Gallagher opened the morning newspaper and was dumbfounded to read in the obituary column 20 that he had died.   He quickly phoned his best friend, Finney.

'Did you see the paper?' asked Gallagher. 'They say I died!!'

'Yes, I saw it!' replied Finney.   'Where are ye callin' from?'
 
An Irish priest is driving down to  New York   and gets stopped for speeding in Connecticut . The state trooper smells alcohol on the priest's breath and then sees an empty wine bottle on the floor of the car.

He says, 'Sir, have you been drinking?'

'Just water,' says the priest.

The trooper says, 'Then why do I smell wine?'

The priest looks at the bottle and says, 'Good Lord!

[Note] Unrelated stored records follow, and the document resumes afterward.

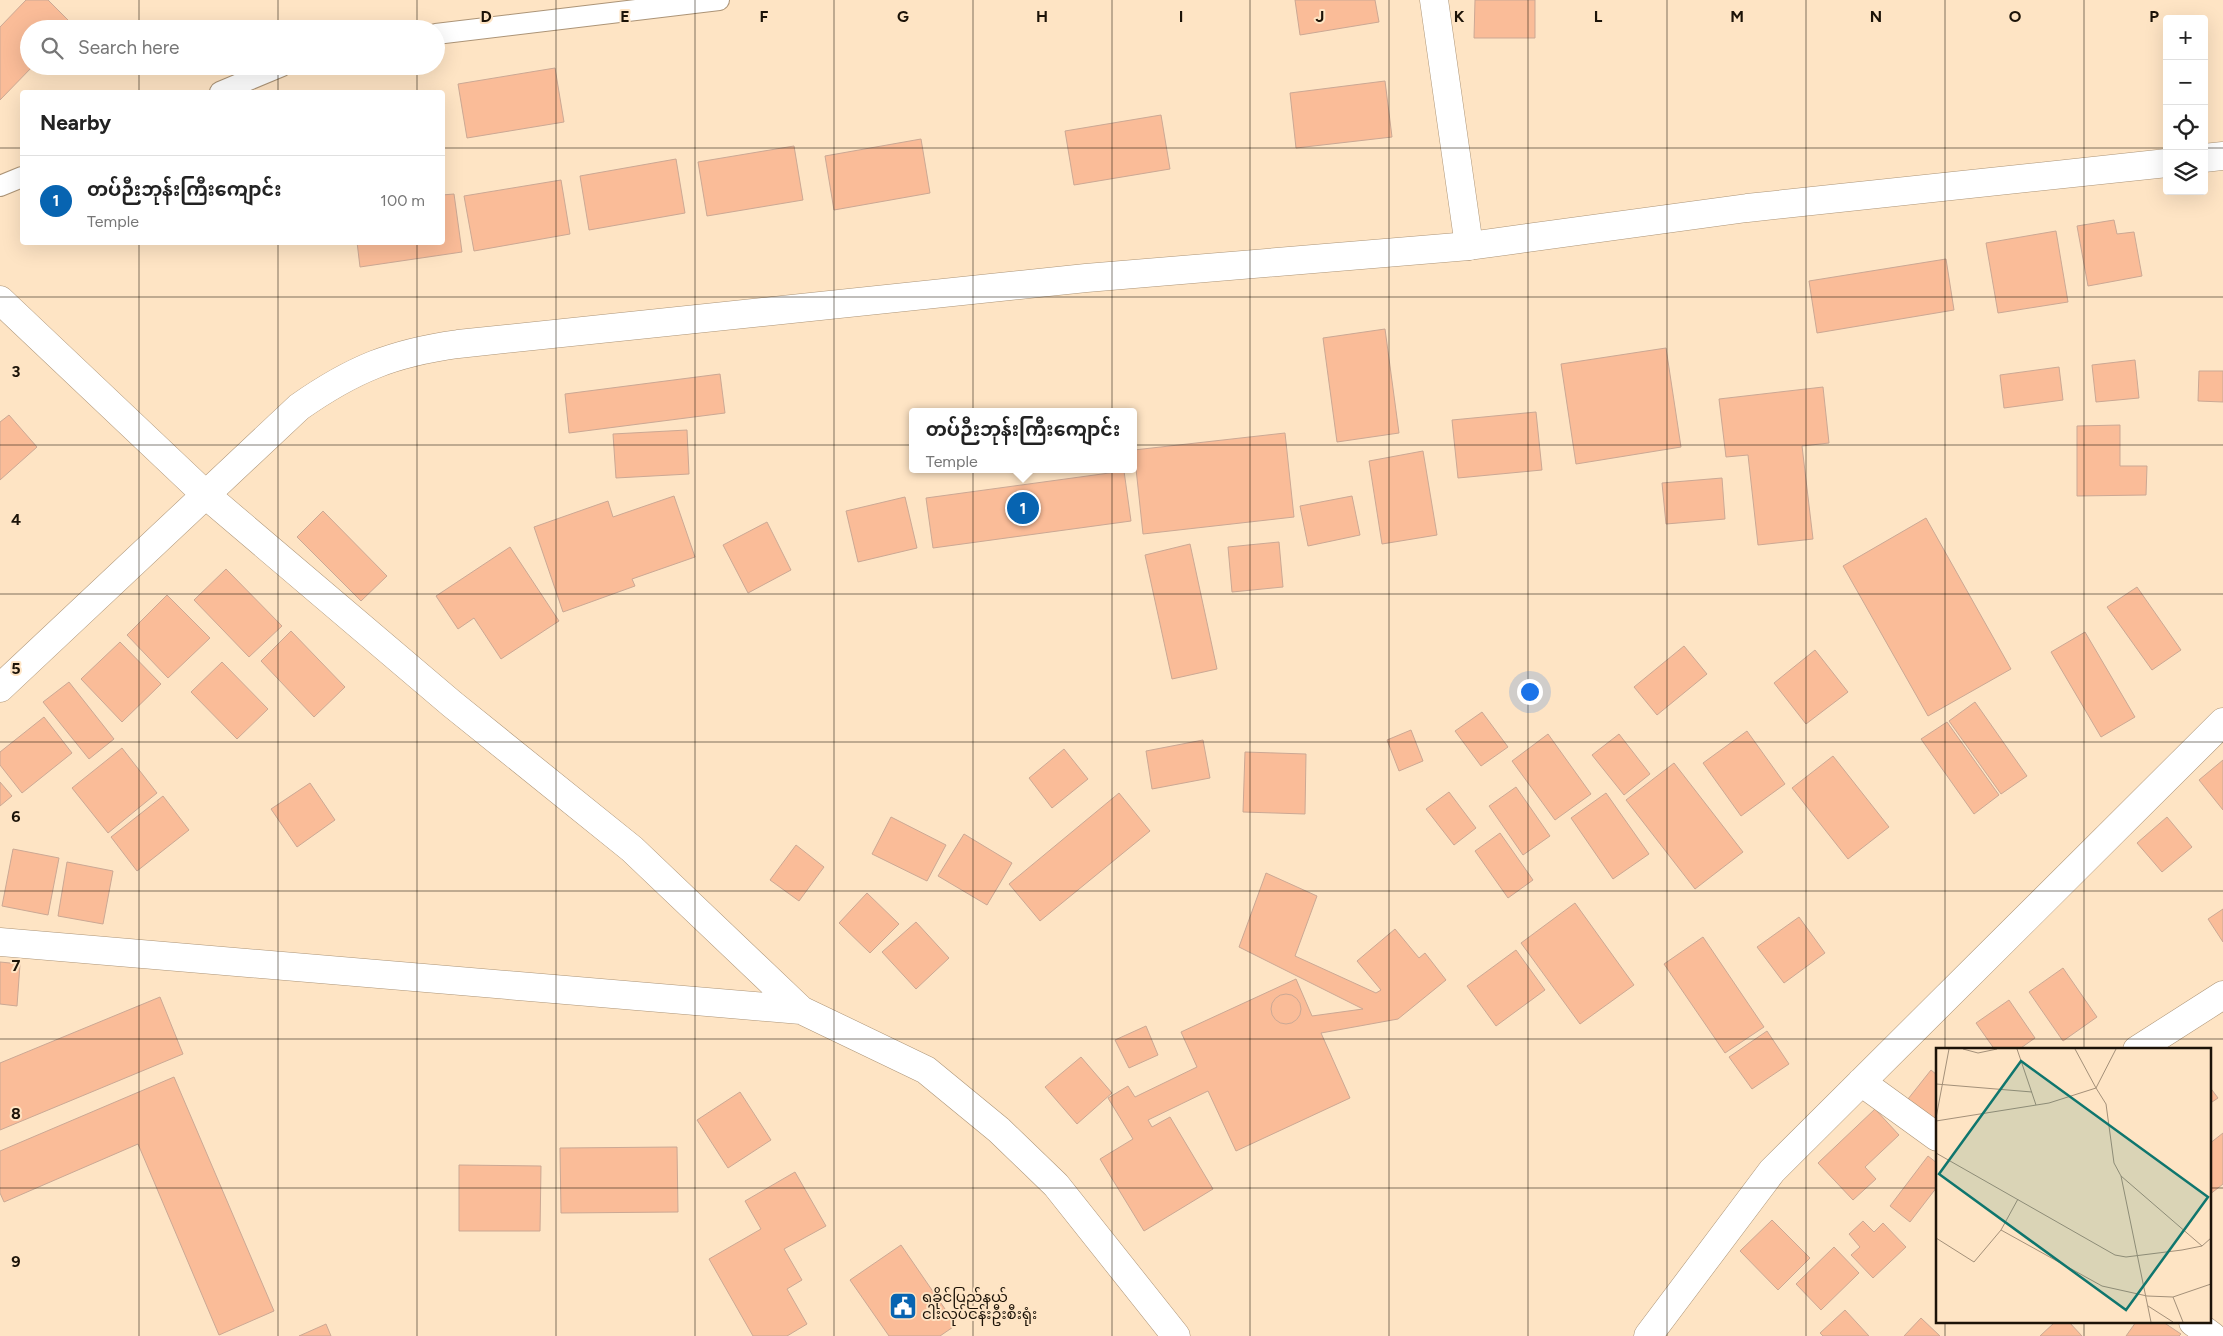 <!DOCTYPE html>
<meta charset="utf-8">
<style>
:root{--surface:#fff;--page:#f2f2f2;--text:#222;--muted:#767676;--line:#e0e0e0;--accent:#0764b1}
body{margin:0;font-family:Figtree,"Noto Sans Myanmar",sans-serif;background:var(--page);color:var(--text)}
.controls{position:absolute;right:15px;top:15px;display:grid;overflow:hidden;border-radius:5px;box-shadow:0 5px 20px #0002}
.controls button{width:45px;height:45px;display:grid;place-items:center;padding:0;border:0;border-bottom:1px solid var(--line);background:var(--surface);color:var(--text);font:25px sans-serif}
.you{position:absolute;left:1529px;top:691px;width:18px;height:18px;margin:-12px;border:4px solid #fff;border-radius:50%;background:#1a73e8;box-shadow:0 0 0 8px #1a73e833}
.badge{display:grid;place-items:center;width:32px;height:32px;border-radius:50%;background:var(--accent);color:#fff;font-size:16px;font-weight:700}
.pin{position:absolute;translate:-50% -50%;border:2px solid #fff;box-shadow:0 1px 5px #0006}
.popup{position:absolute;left:909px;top:408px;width:228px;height:65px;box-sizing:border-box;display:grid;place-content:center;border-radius:5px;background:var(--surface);filter:drop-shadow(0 1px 4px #0005);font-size:16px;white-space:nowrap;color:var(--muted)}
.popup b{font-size:19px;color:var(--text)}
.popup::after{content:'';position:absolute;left:50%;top:100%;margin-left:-10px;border:10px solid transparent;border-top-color:var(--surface)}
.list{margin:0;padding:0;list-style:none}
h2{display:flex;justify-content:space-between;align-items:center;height:65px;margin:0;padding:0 20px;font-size:21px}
h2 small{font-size:16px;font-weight:400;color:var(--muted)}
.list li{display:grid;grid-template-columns:32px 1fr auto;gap:15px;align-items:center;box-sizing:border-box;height:90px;padding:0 20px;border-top:1px solid var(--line)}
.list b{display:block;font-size:19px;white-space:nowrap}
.list p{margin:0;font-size:16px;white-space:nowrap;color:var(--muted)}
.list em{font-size:16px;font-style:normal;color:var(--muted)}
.icon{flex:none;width:28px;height:28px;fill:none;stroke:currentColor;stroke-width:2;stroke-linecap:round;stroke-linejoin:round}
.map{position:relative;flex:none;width:2223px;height:1336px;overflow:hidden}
.search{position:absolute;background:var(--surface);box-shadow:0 5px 20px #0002;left:20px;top:20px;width:425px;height:55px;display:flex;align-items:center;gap:12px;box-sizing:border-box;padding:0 18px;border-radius:28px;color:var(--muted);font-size:19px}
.panel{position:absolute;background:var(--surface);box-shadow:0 5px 20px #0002;left:20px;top:90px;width:425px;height:155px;border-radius:5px}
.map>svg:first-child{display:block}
.building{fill:#fabc98;stroke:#cba894}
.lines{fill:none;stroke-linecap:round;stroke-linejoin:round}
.lane-casing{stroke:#ac9477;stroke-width:22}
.street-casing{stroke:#ac9477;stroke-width:29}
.secondary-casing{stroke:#ac9477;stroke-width:29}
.lane{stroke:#fff;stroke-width:20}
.street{stroke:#fff;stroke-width:28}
.secondary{stroke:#fff;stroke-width:28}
.grid{fill:none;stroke:#1c1308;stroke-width:1;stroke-opacity:0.55}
.labels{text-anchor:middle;stroke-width:4;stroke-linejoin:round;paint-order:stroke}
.poi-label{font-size:15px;fill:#1c1308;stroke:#fee4c4;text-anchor:start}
.inset-road{fill:none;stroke:#a49079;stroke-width:1}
.view{fill:#0f766e;fill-opacity:0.15;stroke:#0f766e;stroke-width:2.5}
.inset-edge{fill:none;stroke:#1c1308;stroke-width:2.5}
.grid-label{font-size:16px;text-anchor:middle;font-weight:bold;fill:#1c1308;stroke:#fee4c4;stroke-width:4;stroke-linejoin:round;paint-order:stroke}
</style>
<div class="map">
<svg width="2223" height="1336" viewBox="0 0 2223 1336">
<rect width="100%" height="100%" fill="#fee4c4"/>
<path class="building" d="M 26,0 L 48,0 L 73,25 L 70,29 L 29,29 L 29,66 L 33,66 L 0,100 L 0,27 Z
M 1295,0 L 1375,0 L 1379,22 L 1300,35 Z
M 1475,0 L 1535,0 L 1535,38 L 1474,38 Z
M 555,68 L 564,122 L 467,138 L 458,84 Z
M 1385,81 L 1392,137 L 1296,148 L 1290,93 Z
M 1161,115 L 1170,169 L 1074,185 L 1065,131 Z
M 921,139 L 930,193 L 834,210 L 825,156 Z
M 794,146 L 803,200 L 707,216 L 698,162 Z
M 676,159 L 685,213 L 589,230 L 580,176 Z
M 561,180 L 570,234 L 474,251 L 464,196 Z
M 454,194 L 462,252 L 360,267 L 357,242 L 442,242 L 442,195 Z
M 2114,220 L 2117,234 L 2134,232 L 2142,276 L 2088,286 L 2077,226 Z
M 2056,231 L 2068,302 L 1998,313 L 1986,243 Z
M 1946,259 L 1954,310 L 1817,333 L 1809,281 Z
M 1385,329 L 1399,433 L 1337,442 L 1323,338 Z
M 1666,348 L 1681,447 L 1576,464 L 1561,364 Z
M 2135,360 L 2139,398 L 2096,402 L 2092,365 Z
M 2059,367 L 2063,400 L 2004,408 L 2000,375 Z
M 2199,371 L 2223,371 L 2223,402 L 2198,401 Z
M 720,374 L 725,413 L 569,433 L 565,394 Z
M 1823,387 L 1829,443 L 1802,446 L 1813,539 L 1758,545 L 1748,455 L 1726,457 L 1719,399 Z
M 1536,412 L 1542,470 L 1458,478 L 1452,420 Z
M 9,415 L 37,447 L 0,480 L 0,422 Z
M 2120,425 L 2120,466 L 2147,466 L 2146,495 L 2077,496 L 2077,426 Z
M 687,430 L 689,474 L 616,478 L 613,434 Z
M 1285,433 L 1294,517 L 1143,534 L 1134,450 Z
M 1423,451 L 1437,535 L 1382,544 L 1369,461 Z
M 1124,471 L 1131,521 L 933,548 L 926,498 Z
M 1722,478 L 1725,519 L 1666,524 L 1662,483 Z
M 674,496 L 695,557 L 632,579 L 635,586 L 563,612 L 534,527 L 608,501 L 613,517 Z
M 1352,496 L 1360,535 L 1308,546 L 1300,506 Z
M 905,497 L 917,548 L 858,562 L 846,511 Z
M 323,511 L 387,576 L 361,601 L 297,537 Z
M 1926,518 L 2011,669 L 1928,716 L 1843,566 Z
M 767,522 L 791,570 L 748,593 L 723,545 Z
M 1279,542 L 1283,587 L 1232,592 L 1228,547 Z
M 1190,544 L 1217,669 L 1172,679 L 1145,555 Z
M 510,547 L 559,621 L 501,659 L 474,618 L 458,629 L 436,596 Z
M 226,569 L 282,626 L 249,657 L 194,600 Z
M 2137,587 L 2181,650 L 2152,670 L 2107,607 Z
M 167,595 L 210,638 L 168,678 L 127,635 Z
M 291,631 L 345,687 L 314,717 L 261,661 Z
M 2085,632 L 2135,717 L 2101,737 L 2051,652 Z
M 120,642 L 161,684 L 122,722 L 81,679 Z
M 1684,646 L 1707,674 L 1657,715 L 1634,687 Z
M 1815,650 L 1848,692 L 1806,724 L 1774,683 Z
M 222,662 L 268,709 L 237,739 L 191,692 Z
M 69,682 L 114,739 L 89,759 L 43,702 Z
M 1975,702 L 2027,776 L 2001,794 L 1949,721 Z
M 1482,712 L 1508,747 L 1481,766 L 1455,731 Z
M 44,717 L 72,753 L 22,793 L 0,765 L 0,752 Z
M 1947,722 L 1999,795 L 1974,814 L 1921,739 Z
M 1411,730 L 1423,761 L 1399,771 L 1387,740 Z
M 1747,731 L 1785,784 L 1741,816 L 1703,763 Z
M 1548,734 L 1591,794 L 1555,820 L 1512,761 Z
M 1619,734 L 1650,774 L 1624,795 L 1592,755 Z
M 1203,740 L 1210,778 L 1152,789 L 1146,751 Z
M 122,748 L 157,793 L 108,833 L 72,788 Z
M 1064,749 L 1088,779 L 1052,808 L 1029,778 Z
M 1245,752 L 1306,754 L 1305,814 L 1243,812 Z
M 1833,756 L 1889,827 L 1848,859 L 1792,788 Z
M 2223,760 L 2223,810 L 2199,780 Z
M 1674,763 L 1743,852 L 1695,889 L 1626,800 Z
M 0,782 L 12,796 L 0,806 Z
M 310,783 L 335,820 L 297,847 L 271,809 Z
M 1516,787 L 1550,836 L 1523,855 L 1489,806 Z
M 1449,792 L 1476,828 L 1454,845 L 1426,809 Z
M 1119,793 L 1150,831 L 1040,921 L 1009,884 Z
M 1606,793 L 1649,854 L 1613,879 L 1571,818 Z
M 163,796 L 189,830 L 137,871 L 111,837 Z
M 891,817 L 946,845 L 927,881 L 872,854 Z
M 2167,817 L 2192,847 L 2162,872 L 2137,843 Z
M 1500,833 L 1533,880 L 1508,898 L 1475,851 Z
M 964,834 L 1012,863 L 987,905 L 938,876 Z
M 796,845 L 824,867 L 799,901 L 770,880 Z
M 13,849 L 59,858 L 48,915 L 2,906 Z
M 67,862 L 113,871 L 103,924 L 58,916 Z
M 1266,873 L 1317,896 L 1295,956 L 1376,993 L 1381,990 L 1357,961 L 1395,929 L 1419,958 L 1425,953 L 1446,980 L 1398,1019 L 1321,1033 L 1350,1098 L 1236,1151 L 1208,1091 L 1148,1120 L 1152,1127 L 1170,1117 L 1213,1189 L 1144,1231 L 1100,1159 L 1133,1139 L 1108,1098 L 1128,1086 L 1135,1097 L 1197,1067 L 1181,1032 L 1296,979 L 1312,1016 L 1363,1009 L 1239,947 Z
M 867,893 L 899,924 L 870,953 L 839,923 Z
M 1575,903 L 1634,985 L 1580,1024 L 1521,943 Z
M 2223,909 L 2223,942 L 2208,919 Z
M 1799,917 L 1825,953 L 1784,983 L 1757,947 Z
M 916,922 L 949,958 L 916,989 L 882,952 Z
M 1703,937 L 1764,1027 L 1725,1053 L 1664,964 Z
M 1516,950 L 1545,990 L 1496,1026 L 1467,986 Z
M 0,962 L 20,964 L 17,1006 L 0,1004 Z
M 2063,968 L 2097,1017 L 2063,1041 L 2029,992 Z
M1271 1009a15 15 0 1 1 30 0a15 15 0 1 1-30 0Z
M 160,997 L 183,1054 L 0,1130 L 0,1063 Z
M 2009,1000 L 2035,1038 L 2018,1050 L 1995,1050 L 1976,1023 Z
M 1146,1026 L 1158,1055 L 1129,1068 L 1115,1040 Z
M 1767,1031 L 1789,1064 L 1752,1089 L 1729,1057 Z
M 1081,1057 L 1112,1093 L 1077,1124 L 1045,1087 Z
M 1931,1070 L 1937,1075 L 1937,1124 L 1908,1099 Z
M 174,1077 L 274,1311 L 219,1335 L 138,1144 L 4,1202 L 0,1193 L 0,1151 Z
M 2209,1086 L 2218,1098 L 2209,1104 Z
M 740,1092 L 771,1140 L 728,1168 L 697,1120 Z
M 1875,1109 L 1899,1135 L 1865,1167 L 1876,1179 L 1853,1200 L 1818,1163 Z
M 2223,1133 L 2223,1184 L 2209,1195 L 2209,1144 Z
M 677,1147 L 678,1212 L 561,1213 L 560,1148 Z
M 1928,1156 L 1937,1163 L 1937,1187 L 1910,1222 L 1890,1206 Z
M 459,1165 L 541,1166 L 540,1231 L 459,1231 Z
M 795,1172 L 826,1226 L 784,1249 L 802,1280 L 787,1289 L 807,1324 L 787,1336 L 753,1336 L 709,1259 L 761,1229 L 745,1201 Z
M 1772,1220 L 1810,1258 L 1778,1290 L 1740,1251 Z
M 1863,1221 L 1874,1232 L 1883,1223 L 1906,1247 L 1873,1278 L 1851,1255 L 1860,1247 L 1849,1234 Z
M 901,1245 L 956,1325 L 940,1336 L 889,1336 L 850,1280 Z
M 1834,1247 L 1859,1273 L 1821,1310 L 1796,1284 Z
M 1845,1310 L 1869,1336 L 1823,1336 L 1820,1333 Z
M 1921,1318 L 1940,1336 L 1904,1336 Z
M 2055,1322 L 2069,1322 L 2082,1336 L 2040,1336 Z
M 2136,1322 L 2163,1322 L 2181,1334 L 2179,1336 L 2126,1336 Z
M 326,1324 L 331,1336 L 299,1336 Z"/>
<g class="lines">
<g class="lane-casing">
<path id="lane" d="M 436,34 L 719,0
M 220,92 L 282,66
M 0,186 L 22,177"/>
</g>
<g class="street-casing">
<path id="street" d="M 1434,0 L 1469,246
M 0,300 L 206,495 L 452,704 L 632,849 L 801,1010
M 0,942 L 801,1010 L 926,1070 L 999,1130 L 1056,1185 L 1176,1336
M 2137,1050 L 2223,995
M 1861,1082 L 1937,1137
M 2193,1322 L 2212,1336
M 1648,1336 L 1772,1171 L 2223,722"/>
</g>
<g class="secondary-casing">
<path id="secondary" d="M 2204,158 L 2223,156
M 0,688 L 299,407 C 353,369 393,353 458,344 L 1086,278 L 1469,246 L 1747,208 L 2167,163"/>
</g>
<use href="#lane" class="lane"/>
<use href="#street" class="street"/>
<use href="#secondary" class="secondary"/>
</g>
<path class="grid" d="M 139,0 L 139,29M 278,0 L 278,29M 417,0 L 417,29M 556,0 L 556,1336M 695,0 L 695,1336M 834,0 L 834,1336M 973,0 L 973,1336M 1112,0 L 1112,1336M 1250,0 L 1250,1336M 1389,0 L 1389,1336M 1528,0 L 1528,1336M 1667,0 L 1667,1336M 1806,0 L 1806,1336M 1945,0 L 1945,1050M 2084,0 L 2084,1050M 139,66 L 139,92M 278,66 L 278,92M 417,66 L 417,92M 0,148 L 22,148M 442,148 L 2167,148M 2204,148 L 2223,148M 139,242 L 139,1336M 278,242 L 278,1336M 417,242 L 417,1336M 0,297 L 2223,297M 0,445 L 2223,445M 0,594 L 2223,594M 0,742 L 2223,742M 0,891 L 2223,891M 0,1039 L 2223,1039M 0,1188 L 1937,1188M 2209,1188 L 2223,1188M 1945,1322 L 1945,1336M 2084,1322 L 2084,1336"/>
<defs>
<g id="civic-square" transform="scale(1.4375)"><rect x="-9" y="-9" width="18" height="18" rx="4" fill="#0764b1" stroke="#fee4c4"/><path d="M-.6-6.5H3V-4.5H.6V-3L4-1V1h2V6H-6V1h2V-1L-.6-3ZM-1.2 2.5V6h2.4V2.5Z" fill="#fff"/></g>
</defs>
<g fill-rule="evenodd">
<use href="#civic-square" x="903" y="1306"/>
</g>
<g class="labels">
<g class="poi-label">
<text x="922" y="1302">ရခိုင်ပြည်နယ်<tspan x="922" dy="17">ငါးလုပ်ငန်းဦးစီးရုံး</tspan></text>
</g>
</g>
<g transform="translate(1936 1048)">
<rect width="275" height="275" fill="#fee4c4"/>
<path class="inset-road" d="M 27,1 L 42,5 L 61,1M 81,1 L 100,57M 180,1 L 160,40 L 170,56 L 178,115 L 185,128 L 266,198M 0,36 L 96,44M 0,70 L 13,1M 0,73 L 113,55 L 160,40 L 139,1M 0,105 L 179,207 L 190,209 L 246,202 L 266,198 L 275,190M 185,128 L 215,274M 65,182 L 82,151M 0,190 L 38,214 L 65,182 L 166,238 L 211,248 L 237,249 L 275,236M 237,249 L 247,274M 212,258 L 237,274"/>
<path class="view" d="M 85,13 L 272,149 L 190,262 L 3,126 Z"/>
<rect width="275" height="275" class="inset-edge"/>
</g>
<g class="grid-label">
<text x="486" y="22">D</text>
<text x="625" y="22">E</text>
<text x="764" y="22">F</text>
<text x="903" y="22">G</text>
<text x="1042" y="22">H</text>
<text x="1181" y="22">I</text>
<text x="1320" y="22">J</text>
<text x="1459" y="22">K</text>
<text x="1598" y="22">L</text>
<text x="1737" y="22">M</text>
<text x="1876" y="22">N</text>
<text x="2015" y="22">O</text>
<text x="2154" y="22">P</text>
<text x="16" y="377">3</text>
<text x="16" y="525">4</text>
<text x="16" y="674">5</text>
<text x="16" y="822">6</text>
<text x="16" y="971">7</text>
<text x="16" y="1119">8</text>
<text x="16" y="1267">9</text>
</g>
</svg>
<div class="controls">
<button>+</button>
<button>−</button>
<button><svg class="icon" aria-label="locate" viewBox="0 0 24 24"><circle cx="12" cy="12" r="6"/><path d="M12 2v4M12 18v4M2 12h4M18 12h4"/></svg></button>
<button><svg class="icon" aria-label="layers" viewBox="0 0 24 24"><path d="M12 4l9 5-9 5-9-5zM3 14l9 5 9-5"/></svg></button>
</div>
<div class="you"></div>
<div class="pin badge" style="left:1023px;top:508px">1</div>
<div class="popup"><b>တပ်ဉီးဘုန်းကြီးကျောင်း</b>Temple</div>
<div class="search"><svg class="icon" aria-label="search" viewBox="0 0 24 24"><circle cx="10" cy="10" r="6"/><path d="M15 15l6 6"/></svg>Search here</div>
<section class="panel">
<h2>Nearby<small></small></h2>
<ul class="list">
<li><span class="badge">1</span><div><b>တပ်ဉီးဘုန်းကြီးကျောင်း</b><p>Temple</p></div><em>100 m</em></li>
</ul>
</section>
</div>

He's done it again!'
 

 

 
Walking into the bar, Mike said to Charlie the bartender, 'Pour me a stiff one - just had another fight with the little woman.'

'Oh yeah?' said Charlie, 'And how did this one end?'

'When it was over,' Mike replied, 'She came to me on her hands and knees.'

'Really,' said Charles, 'Now that's a switch!   What did she say?'

She said, 'Come out from under the bed, you little chicken.'
 
Patton staggered home very late after another evening with his drinking buddy, Paddy.   He took off his shoes to avoid waking his wife, Kathleen.

He tiptoed as quietly as he could toward the stairs leading to their upstairs bedroom, but misjudged the bottom step.   As he caught himself by grabbing the banister, his body swung around and he landed heavily on his rump.   A whiskey bottle in each back pocket broke and made the landing especially painful.

Managing not to yell, Patton sprung up, pulled down his pants, and looked in the hall mirror to see that his butt cheeks were cut and bleeding.   He managed to quietly find a full box of Band-Aids and began putting a Band-Aid as best he could on each place he saw blood.

He then hid the now almost empty Band-Aid box and shuffled and stumbled his way to bed.

In the morning, Patton woke up with searing pain in both his head and butt and Kathleen staring at him from across the room.

She said, 'You were drunk again last night weren't you?'

Patton said, 'Why you say such a mean thing?'

'Well,' Kathleen said, 'it could be the open front door, it could be the broken glass at the bottom of the stairs, it could be the drops of blood trailing through the house, it could be your bloodshot eyes, but mostly ..... it's all those Band-Aids stuck on the hall mirror.